Here he was, a full-grown — albeit childless — man majestically set up in the mountain retreat of his dead father, and he still couldn’t behave himself — not that childlessness had anything to do with it, at least he didn’t think it did.

Mira was opposed. Why introduce another gaping mouth into a starving world? And he had no interest beyond a dim sub-coital urge to preserve himself beyond the grave. Definitely not the kind of motivation necessary to successfully nurture another human life.

He and Jennifer had talked about it only once near the end of their snake-bit union. He had raised the question after an especially lackluster episode of lovemaking. “Do you want children someday?” he had said, and she had rolled away from him to face the wall. At first, he’d thought she was crying. Then he had realized she was actually nodding. “With me?” he’d added, and the nodding had stopped.

He was about to say something better, a peace offering in the form of a subject change, when the light over the table went out. Its absence was barely noticeable in the rosy light cascading through the window. He might not have noticed it at all if not for the faint hiss that accompanied the bulb’s extinguishment. He looked up into its light-gray eye. Mira and Jennifer were looking up too. Only Claire was still chewing.

‘Well, what the hell,” he said finally. “Believe it or not, that’s never happened to us up here before. Must be an old bulb.”

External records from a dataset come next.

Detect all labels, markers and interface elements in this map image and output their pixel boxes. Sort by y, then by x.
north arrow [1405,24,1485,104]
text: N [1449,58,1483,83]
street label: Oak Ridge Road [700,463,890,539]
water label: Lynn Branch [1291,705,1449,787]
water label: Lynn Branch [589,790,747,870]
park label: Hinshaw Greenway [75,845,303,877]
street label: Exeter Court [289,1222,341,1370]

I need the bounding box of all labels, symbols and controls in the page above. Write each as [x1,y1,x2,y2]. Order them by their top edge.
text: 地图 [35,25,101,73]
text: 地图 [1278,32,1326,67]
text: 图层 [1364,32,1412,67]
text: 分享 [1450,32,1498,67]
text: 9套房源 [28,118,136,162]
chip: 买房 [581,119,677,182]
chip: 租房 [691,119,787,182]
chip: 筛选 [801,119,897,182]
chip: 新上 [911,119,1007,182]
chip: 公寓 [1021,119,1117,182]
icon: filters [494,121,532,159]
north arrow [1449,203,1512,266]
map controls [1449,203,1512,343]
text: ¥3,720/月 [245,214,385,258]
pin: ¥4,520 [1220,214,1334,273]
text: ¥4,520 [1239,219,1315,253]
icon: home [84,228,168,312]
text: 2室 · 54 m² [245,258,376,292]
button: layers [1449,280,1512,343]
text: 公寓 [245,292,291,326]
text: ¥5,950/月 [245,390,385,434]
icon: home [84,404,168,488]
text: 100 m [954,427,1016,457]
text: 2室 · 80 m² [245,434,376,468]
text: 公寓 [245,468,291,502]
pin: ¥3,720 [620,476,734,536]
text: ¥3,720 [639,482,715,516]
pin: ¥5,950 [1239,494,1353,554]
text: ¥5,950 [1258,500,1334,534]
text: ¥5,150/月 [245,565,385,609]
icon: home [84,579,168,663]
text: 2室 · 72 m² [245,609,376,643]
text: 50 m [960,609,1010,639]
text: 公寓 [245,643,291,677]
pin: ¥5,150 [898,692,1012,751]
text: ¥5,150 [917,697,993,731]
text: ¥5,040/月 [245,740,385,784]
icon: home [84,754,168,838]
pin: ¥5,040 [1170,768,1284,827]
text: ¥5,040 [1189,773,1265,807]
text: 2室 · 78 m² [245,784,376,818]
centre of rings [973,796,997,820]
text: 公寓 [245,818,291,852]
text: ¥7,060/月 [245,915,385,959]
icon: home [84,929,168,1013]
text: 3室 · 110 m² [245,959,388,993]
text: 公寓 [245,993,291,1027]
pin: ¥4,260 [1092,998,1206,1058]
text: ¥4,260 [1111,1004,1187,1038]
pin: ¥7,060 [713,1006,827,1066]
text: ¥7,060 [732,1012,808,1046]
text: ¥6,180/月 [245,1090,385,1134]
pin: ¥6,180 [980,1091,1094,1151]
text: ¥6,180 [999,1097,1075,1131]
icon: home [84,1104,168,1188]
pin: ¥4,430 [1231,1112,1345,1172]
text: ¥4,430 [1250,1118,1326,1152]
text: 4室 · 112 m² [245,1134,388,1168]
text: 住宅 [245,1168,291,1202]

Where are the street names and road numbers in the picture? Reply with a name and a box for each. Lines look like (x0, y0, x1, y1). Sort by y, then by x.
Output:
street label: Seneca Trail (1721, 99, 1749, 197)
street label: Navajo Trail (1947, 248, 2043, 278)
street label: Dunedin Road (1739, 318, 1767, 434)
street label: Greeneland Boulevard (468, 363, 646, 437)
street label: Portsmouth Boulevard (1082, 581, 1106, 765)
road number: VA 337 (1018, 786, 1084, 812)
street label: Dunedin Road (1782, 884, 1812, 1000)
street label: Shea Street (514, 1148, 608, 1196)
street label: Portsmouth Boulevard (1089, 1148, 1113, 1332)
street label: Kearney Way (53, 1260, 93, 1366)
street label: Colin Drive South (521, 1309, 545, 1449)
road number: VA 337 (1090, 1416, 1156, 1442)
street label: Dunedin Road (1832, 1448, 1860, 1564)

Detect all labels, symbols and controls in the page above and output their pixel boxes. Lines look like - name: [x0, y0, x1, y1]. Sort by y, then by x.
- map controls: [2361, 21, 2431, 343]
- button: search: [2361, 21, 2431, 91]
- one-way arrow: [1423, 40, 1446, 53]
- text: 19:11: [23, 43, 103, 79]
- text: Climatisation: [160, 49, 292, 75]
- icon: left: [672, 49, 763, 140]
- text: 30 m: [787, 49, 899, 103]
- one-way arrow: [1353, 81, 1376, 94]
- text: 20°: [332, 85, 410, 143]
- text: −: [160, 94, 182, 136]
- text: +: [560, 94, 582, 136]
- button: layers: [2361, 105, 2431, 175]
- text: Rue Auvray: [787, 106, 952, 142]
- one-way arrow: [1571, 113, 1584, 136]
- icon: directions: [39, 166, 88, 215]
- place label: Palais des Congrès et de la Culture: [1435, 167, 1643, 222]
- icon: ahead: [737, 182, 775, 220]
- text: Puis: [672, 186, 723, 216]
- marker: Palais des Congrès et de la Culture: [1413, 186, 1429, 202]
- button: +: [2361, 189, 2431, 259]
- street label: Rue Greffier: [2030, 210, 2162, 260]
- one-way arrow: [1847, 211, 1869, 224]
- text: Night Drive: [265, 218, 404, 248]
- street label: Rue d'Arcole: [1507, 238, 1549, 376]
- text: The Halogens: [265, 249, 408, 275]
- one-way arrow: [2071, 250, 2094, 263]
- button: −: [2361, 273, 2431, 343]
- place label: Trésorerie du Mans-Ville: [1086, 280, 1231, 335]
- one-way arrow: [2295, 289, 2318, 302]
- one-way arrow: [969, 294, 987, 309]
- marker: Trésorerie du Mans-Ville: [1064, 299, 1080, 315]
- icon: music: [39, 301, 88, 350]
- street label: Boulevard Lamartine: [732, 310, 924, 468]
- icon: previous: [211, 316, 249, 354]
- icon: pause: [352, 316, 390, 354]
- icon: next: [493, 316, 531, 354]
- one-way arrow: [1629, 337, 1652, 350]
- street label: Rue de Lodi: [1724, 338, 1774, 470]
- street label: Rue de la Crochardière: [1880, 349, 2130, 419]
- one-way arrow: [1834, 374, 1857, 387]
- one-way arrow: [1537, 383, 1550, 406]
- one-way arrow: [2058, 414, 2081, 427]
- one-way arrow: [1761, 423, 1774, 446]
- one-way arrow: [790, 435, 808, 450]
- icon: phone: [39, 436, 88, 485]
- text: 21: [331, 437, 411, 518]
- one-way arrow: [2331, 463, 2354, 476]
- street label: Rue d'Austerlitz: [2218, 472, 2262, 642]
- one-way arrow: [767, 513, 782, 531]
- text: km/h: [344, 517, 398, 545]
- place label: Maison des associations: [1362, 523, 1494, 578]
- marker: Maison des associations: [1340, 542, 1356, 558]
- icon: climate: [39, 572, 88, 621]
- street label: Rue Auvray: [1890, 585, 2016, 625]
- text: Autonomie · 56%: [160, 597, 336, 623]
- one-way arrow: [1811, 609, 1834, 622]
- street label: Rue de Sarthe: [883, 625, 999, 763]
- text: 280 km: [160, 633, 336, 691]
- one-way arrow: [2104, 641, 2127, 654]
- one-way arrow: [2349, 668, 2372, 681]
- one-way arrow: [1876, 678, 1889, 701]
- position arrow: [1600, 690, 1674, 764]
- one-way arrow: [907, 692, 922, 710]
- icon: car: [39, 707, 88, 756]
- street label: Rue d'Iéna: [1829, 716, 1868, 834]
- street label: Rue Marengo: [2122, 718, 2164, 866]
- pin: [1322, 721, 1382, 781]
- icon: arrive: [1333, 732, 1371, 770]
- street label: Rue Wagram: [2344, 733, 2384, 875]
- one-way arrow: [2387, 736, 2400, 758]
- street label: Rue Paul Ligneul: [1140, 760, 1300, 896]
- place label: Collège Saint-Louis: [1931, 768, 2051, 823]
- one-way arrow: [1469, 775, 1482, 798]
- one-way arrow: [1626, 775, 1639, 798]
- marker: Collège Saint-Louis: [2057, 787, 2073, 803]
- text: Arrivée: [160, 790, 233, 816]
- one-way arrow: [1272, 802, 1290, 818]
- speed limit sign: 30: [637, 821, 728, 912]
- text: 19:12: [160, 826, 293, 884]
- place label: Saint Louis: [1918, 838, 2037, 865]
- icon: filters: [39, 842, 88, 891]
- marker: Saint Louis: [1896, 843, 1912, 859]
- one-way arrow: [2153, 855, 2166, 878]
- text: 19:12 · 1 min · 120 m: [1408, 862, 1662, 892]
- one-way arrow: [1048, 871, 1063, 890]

“It’s not,” Mira said. “I changed them all last summer.”

“You did?”

“Yes, I did.” She looked unhappy, an emotion she also displayed with unsettling grace.

Alec thought about the miraculously living plants on the porch and experienced something like a chill. Just what was he supposed to make of this portentous development? The case of the mysteriously dead bulb. “Then I don’t know what to tell you,” he said. “Why don’t we just blame faulty manufacturing and press on with the evening?”

“It’s going to get dark soon, isn’t it?” Jennifer said. “Not a lot of street lights up here.”

“Nor elves in the trees,” Alec added, “as Claire helpfully pointed out.” He really couldn’t stop himself. He waited for another impact under the table, but none landed. This only meant he had strayed even further into dangerous territory. It now seemed at least slightly possible that he could end this night as sole occupant of the cabin. It wouldn’t be the first time.

Once, early in their relationship, he had been far too enthusiastic about trying a new sex thing with Mira. Thoroughly repulsed, she had left him with his pants down in the doorway and embarked on a long march down the mountain through a shadowy 4:00 a.m. Walpurgisnacht of grasping trees.

He’d been so surprised by this turn of events that he didn’t even think of heading her off in the car for an hour. By then, he’d already burned away the rest of the darkness ruminating and analyzing. When he finally overtook her in the dawn light, she’d stopped, banged once on hood of his Outlander, and then climbed in the passenger side. “If you ever — ” she had begun, but he was already pulling a gravel-spitting U-turn back towards the cabin.

“Why doesn’t someone try another light?” Claire said through a mouth brimming with red pepper skins. “Could just be the power.”

“Yes!” Alec said. “The power! Thank you, Claire. Behold, the wondrous clarity of the obvious.”

“God,” Mira said, “would you please knock it off?” She shoved back from the table, strode into the kitchen, and began to flick switches. “Nope,” she called. “Nothing doing. Not the stove light. Not the disposal. ”

“You have a disposal?” Claire said. “We don’t even have a disposal in our apartment.”

Alec leaned back in his chair and felt the floor sway briefly under him. “What can I say? It’s a nice place.”

“Alec?” Mira called from the kitchen. “Oh, Alec?”

Alec let his chair legs thump back to the floor. “Let’s just finish the beans, okay? It’s probably the storm coming in. Must have knocked out a line somewhere. I’ll get the generator fired up after dinner, and then we can all experience the magic of well-executed disaster planning.”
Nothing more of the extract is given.